- _Activity_: Scan the entries that follow for the word "does", then report every line in which it appears.

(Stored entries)
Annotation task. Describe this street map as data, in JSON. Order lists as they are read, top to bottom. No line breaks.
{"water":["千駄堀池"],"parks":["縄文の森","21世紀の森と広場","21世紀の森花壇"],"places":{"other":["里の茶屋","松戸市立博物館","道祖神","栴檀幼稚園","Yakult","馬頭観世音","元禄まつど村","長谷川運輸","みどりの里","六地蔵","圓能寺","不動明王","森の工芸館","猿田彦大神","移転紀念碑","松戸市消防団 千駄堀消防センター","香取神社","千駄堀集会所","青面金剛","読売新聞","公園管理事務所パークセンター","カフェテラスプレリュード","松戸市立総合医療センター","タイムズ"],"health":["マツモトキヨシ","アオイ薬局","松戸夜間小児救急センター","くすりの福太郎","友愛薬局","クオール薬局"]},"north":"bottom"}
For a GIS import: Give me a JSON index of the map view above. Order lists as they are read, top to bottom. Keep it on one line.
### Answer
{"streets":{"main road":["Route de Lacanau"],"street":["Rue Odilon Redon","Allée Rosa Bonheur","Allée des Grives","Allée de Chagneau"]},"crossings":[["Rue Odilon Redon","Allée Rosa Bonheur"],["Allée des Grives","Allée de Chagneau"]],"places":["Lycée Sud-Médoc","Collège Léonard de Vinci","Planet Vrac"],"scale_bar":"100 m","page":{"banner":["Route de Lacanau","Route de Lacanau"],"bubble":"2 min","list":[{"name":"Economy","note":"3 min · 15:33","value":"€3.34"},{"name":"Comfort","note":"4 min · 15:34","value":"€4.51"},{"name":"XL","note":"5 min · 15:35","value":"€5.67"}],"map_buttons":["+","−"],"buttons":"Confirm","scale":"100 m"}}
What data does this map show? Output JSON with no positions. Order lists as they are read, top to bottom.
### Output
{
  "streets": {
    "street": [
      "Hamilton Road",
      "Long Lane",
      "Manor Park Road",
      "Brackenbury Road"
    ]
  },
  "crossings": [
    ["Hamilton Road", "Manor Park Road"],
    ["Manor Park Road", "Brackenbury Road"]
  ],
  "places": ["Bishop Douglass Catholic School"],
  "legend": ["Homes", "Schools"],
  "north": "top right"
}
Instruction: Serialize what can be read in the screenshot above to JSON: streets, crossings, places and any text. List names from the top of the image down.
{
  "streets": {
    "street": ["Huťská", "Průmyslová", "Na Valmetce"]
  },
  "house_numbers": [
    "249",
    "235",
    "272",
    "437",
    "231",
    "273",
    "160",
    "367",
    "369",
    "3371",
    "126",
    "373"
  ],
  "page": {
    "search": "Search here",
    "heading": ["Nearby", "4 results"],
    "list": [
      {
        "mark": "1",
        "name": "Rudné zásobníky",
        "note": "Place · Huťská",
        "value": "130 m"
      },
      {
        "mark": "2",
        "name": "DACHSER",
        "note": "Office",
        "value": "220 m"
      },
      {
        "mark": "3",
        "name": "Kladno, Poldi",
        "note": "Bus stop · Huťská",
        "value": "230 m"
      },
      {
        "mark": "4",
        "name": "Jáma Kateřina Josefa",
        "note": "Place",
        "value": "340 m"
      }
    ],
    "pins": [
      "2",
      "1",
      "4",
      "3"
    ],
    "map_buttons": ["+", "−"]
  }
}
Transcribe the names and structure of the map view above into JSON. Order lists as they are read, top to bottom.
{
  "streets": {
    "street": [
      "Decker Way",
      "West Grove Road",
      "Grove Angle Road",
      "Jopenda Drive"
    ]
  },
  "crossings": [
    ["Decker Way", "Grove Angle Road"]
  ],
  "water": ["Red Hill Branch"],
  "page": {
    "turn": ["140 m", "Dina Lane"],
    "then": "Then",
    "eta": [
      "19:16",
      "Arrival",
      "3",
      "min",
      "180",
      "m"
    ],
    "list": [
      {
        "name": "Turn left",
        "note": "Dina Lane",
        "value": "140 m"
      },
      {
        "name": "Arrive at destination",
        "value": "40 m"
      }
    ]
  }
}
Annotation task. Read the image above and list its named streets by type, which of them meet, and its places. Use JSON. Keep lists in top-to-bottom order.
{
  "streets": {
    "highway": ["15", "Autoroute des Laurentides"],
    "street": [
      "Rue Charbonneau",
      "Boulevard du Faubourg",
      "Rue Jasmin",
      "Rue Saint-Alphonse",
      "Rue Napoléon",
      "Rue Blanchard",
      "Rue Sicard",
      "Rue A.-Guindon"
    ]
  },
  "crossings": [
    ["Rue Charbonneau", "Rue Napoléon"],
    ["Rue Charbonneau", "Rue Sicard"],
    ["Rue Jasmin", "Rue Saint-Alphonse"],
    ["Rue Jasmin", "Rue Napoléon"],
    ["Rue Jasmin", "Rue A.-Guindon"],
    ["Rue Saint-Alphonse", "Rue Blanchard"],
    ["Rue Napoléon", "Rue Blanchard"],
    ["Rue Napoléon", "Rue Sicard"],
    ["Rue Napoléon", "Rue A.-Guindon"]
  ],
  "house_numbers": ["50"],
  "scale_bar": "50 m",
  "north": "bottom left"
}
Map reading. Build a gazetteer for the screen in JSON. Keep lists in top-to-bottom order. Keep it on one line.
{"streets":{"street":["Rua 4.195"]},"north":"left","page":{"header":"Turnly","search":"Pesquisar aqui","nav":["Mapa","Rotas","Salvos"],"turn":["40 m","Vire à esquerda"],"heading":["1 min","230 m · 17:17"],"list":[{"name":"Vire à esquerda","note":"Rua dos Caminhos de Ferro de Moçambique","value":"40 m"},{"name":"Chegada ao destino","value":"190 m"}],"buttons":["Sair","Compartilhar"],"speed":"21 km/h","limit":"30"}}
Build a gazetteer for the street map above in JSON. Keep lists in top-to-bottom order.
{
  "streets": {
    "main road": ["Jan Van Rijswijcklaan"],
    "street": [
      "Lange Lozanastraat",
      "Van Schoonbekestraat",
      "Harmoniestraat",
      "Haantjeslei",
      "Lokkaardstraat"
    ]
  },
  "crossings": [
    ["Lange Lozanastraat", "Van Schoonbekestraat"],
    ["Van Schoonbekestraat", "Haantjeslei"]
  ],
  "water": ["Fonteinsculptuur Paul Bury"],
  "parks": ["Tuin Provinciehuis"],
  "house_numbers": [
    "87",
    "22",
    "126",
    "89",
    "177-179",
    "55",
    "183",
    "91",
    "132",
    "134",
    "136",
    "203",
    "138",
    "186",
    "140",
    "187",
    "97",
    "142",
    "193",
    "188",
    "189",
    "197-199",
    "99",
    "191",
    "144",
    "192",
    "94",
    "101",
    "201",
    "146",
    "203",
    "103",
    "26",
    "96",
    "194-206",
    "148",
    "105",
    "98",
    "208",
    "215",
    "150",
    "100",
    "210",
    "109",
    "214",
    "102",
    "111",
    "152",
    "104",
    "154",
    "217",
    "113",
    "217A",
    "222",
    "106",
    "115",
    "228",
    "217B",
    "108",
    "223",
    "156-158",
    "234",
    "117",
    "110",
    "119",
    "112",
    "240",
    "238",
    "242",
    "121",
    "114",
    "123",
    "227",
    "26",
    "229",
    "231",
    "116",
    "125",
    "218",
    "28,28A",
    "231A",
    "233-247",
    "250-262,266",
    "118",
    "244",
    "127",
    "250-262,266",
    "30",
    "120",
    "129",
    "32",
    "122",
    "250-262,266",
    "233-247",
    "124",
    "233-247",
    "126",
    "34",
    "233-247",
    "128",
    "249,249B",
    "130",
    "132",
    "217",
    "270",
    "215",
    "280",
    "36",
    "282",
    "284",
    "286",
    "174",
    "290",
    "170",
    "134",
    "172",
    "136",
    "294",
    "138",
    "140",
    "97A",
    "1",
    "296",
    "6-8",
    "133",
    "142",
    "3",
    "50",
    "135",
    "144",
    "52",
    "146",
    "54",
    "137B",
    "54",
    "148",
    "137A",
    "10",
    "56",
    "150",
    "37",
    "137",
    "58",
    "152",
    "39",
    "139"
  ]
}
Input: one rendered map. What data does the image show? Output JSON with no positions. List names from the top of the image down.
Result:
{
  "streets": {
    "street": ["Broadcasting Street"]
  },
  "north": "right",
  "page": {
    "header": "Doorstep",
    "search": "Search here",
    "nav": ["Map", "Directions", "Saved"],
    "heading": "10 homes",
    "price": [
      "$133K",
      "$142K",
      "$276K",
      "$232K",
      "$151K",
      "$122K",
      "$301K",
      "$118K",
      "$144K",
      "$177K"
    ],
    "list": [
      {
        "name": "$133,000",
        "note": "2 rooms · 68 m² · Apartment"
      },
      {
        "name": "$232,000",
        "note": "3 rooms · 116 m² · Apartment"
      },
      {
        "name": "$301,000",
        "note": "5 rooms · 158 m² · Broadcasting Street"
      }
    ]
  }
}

- _Output below_:
What data does this map show? Output JSON with no positions. Order lists as they are read, top to bottom.
Input: one rendered map. What data does the image show? Output JSON with no positions. List names from the top of the image down.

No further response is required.